Roast them gently until aromatic, making sure not to burn the coconut.
Let it cool and grind to a fine powder.
Mix in salt, red chilli powder, dry ginger powder, sugar, and citric acid.
This homemade masala forms the soul of the dish.
2. Make the Dabeli–Tamarind Mix
In a small bowl, combine 2–3 tablespoons of tamarind chutney with 2–3 teaspoons of the freshly ground dabeli masala.
This creates a thick, tangy, and spicy paste that will act as the filling between the potato slices.
Adjust sweetness or spice as per your preference.
3. Prepare the Green Chutney
Grind garlic cloves, green chillies, and a handful of coriander leaves with jeera powder, salt, lemon juice, and just enough water.
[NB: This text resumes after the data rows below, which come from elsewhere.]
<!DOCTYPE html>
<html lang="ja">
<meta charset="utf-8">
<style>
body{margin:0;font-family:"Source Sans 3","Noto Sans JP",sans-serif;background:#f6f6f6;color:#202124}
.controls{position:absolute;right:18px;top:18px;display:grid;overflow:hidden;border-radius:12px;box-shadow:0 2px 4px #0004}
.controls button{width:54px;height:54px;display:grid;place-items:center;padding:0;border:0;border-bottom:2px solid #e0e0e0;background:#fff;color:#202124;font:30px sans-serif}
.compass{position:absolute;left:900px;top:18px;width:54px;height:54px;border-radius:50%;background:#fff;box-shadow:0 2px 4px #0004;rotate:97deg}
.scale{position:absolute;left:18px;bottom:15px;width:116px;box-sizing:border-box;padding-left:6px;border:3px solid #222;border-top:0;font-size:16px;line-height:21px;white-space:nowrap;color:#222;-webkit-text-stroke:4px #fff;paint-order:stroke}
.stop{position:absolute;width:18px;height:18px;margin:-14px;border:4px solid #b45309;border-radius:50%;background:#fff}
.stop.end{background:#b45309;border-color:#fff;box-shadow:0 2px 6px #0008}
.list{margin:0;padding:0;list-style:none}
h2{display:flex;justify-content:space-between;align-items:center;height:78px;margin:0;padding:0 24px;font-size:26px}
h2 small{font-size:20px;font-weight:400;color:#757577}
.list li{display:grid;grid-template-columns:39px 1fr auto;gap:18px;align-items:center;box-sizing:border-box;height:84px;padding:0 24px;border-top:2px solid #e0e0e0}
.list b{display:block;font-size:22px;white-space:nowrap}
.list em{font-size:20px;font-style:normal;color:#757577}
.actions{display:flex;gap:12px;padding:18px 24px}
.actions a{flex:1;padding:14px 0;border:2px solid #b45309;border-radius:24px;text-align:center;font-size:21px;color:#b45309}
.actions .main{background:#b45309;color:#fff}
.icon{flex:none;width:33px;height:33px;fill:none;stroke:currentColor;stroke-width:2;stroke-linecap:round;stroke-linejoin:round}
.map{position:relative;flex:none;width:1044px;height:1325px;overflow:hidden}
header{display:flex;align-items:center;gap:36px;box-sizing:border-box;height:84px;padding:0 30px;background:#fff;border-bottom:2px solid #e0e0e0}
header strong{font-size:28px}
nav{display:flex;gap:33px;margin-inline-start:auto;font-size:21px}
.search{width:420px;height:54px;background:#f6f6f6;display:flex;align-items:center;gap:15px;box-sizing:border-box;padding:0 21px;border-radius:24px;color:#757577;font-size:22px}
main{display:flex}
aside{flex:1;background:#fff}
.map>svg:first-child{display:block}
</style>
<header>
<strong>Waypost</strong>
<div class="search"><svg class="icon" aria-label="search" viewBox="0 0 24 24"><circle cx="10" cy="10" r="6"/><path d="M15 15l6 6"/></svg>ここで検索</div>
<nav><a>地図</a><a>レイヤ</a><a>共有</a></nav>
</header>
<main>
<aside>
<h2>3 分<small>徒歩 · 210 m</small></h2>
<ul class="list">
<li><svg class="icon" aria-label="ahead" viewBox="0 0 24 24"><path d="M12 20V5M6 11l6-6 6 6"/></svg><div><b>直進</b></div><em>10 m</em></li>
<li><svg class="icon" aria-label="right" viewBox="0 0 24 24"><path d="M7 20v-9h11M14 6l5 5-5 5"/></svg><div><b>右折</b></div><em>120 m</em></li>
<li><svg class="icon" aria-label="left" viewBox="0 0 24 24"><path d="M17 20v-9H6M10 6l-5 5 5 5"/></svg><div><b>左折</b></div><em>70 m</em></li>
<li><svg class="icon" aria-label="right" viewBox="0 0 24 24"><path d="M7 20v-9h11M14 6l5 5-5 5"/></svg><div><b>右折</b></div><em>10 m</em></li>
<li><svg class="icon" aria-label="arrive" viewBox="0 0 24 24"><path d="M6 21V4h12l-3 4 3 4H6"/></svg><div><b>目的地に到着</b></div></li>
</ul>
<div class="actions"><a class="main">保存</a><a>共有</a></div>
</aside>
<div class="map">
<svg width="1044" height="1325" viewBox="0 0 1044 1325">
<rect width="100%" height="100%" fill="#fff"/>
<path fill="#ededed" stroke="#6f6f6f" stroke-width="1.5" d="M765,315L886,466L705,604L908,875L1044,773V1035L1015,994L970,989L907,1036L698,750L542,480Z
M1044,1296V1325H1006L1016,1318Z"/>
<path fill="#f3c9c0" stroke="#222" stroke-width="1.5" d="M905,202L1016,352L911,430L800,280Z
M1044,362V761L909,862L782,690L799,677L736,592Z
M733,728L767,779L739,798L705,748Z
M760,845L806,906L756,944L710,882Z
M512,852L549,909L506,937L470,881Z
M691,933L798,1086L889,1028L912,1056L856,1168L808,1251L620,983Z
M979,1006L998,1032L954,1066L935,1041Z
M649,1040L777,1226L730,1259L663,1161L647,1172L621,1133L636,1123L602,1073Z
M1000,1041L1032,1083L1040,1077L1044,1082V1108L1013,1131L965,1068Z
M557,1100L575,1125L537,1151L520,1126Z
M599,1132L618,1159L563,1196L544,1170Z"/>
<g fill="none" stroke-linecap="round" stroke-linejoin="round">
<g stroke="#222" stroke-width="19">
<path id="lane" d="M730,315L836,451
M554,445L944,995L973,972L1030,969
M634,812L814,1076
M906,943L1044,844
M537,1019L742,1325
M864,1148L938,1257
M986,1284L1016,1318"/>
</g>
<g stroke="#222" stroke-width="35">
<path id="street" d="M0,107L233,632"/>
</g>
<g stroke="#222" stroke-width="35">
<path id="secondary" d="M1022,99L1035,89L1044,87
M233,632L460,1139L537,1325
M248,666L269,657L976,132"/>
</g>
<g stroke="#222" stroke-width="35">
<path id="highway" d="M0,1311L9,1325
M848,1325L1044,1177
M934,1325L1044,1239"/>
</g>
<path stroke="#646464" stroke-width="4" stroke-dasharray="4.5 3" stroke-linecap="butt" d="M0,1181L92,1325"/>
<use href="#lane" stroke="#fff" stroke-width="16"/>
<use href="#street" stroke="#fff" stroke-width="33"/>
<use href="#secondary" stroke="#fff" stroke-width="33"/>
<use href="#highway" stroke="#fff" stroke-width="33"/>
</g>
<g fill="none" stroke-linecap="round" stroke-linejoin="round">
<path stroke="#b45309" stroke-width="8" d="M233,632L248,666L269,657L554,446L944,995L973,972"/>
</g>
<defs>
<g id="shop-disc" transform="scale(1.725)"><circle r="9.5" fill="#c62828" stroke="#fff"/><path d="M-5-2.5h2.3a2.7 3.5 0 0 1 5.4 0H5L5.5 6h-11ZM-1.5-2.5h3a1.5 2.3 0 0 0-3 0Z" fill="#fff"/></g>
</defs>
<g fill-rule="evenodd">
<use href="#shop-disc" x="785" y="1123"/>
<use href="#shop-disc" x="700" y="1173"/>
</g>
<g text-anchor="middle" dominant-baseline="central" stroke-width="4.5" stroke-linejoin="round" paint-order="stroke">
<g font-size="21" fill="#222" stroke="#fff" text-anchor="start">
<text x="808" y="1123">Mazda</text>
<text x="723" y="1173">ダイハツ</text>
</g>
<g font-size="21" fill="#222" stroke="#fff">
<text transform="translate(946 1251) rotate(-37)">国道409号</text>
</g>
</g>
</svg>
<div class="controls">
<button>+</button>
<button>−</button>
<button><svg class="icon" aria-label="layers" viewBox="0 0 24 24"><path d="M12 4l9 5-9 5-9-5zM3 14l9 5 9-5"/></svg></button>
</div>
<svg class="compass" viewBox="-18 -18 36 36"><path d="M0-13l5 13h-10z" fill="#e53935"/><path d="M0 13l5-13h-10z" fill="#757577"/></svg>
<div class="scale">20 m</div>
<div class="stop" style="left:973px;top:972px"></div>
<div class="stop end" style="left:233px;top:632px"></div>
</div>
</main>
This chutney adds freshness and sharpness to balance the sweetness of the tamarind mix. Keep it aside for assembling.
4. Make the Besan Batter
In a mixing bowl, combine besan with salt, turmeric powder, ajwain, and a pinch of baking soda.
Add water gradually while whisking to make a smooth, lump-free batter.
The consistency should be thick enough to coat potato slices evenly but not too runny.
5. Assemble the Potato Sandwiches
Slice the peeled potatoes into medium-thick rounds.
Take one slice and apply a thin layer of the dabeli–tamarind mix.
Optionally, add a small smear of green chutney for extra zing.
Place another potato slice on top to create a sandwich.
Repeat with the remaining slices.
6. Fry the Pakoda Sandwiches
Heat oil in a deep pan. Dip each potato sandwich into the besan batter, ensuring it is fully coated.
Gently slide into the hot oil and fry on medium flame until golden and crisp.
Drain on absorbent paper to remove excess oil.
7. Garnish and Serve
While still hot, sprinkle a little chaat masala for that chatpata punch.
For a street-style vibe, serve with extra green chutney, tamarind chutney, a handful of sev, and even pomegranate seeds or onion slices on the side.